▸ **Task item**
Copy each record below faithfully, leaving out images.

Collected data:

━━━━━━━━━━━━━━━━━━━━

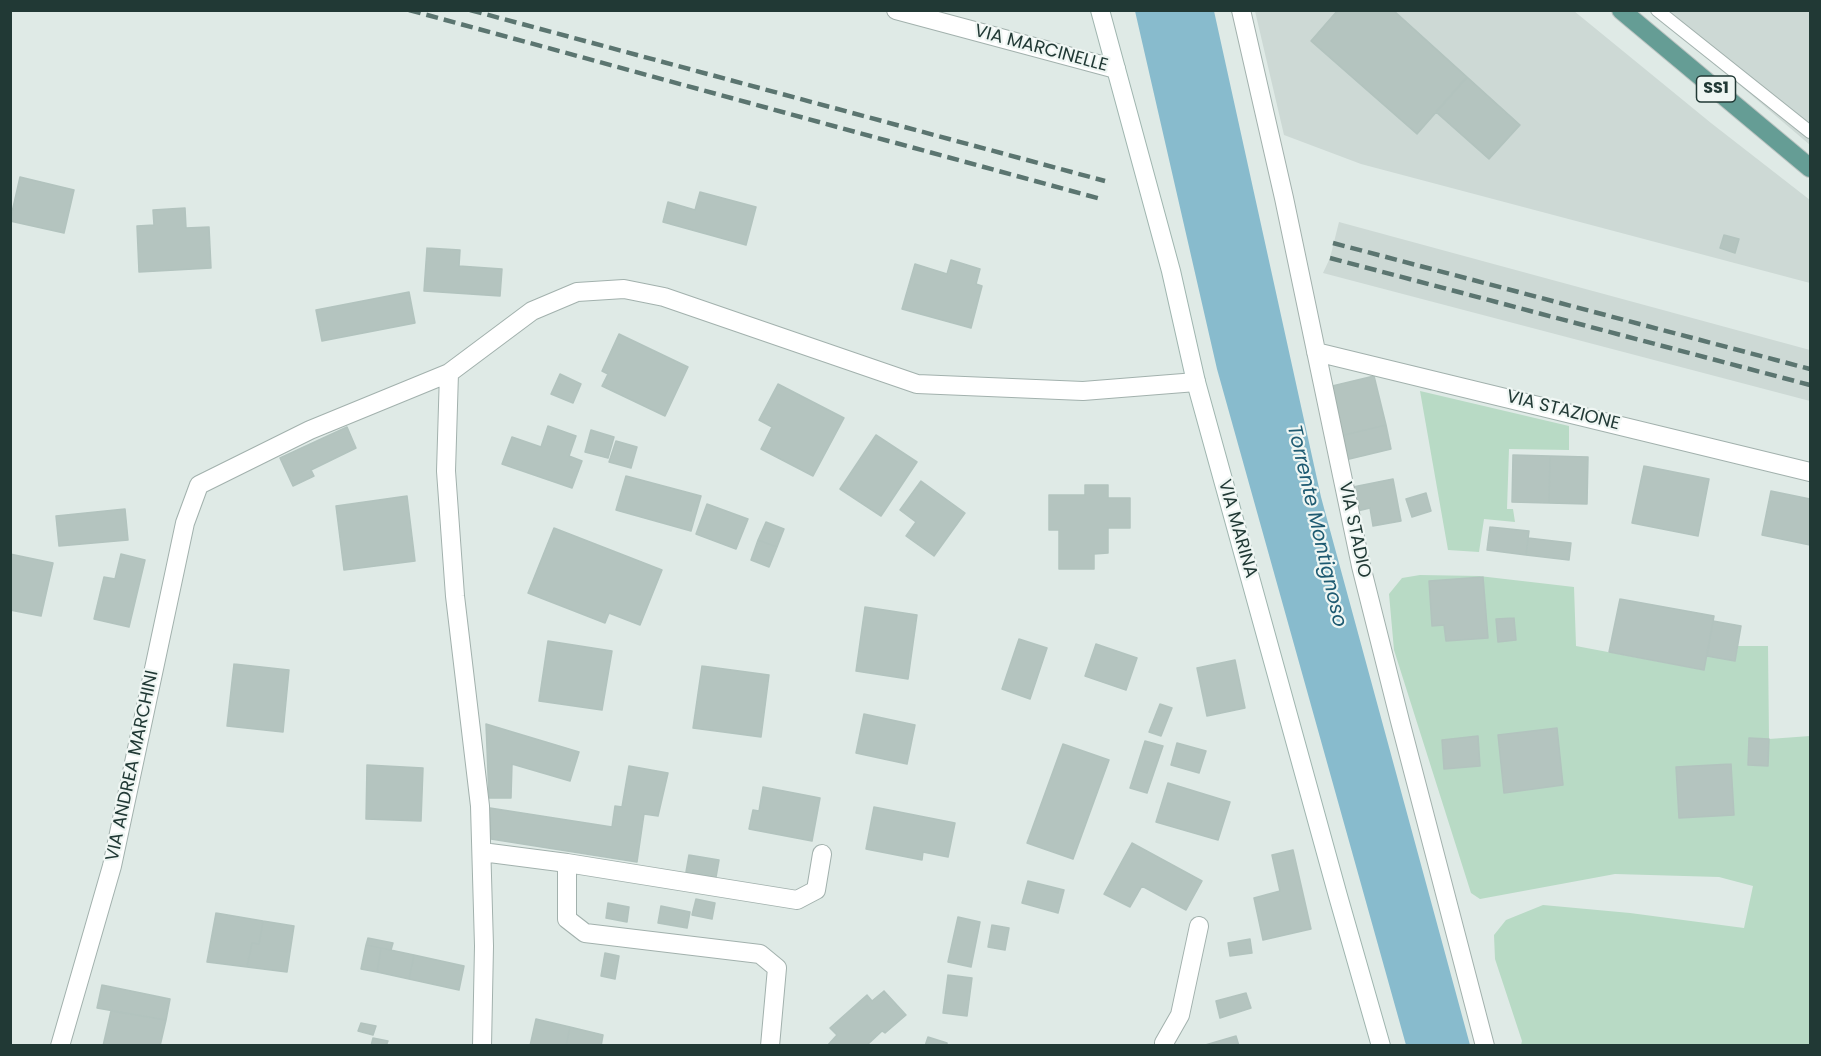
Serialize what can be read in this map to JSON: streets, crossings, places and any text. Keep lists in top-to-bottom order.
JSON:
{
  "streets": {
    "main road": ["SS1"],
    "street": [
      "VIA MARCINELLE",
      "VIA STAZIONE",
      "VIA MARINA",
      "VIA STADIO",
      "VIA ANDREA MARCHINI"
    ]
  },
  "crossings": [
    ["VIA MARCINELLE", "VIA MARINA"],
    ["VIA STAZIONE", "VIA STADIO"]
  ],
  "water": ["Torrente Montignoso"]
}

━━━━━━━━━━━━━━━━━━━━

▸ **Task output**
Serialize what can be read in this map to JSON: streets, crossings, places and any text. Keep lists in top-to-bottom order.
JSON:
{
  "streets": {
    "main road": ["SS1"],
    "street": [
      "VIA MARCINELLE",
      "VIA STAZIONE",
      "VIA MARINA",
      "VIA STADIO",
      "VIA ANDREA MARCHINI"
    ]
  },
  "crossings": [
    ["VIA MARCINELLE", "VIA MARINA"],
    ["VIA STAZIONE", "VIA STADIO"]
  ],
  "water": ["Torrente Montignoso"]
}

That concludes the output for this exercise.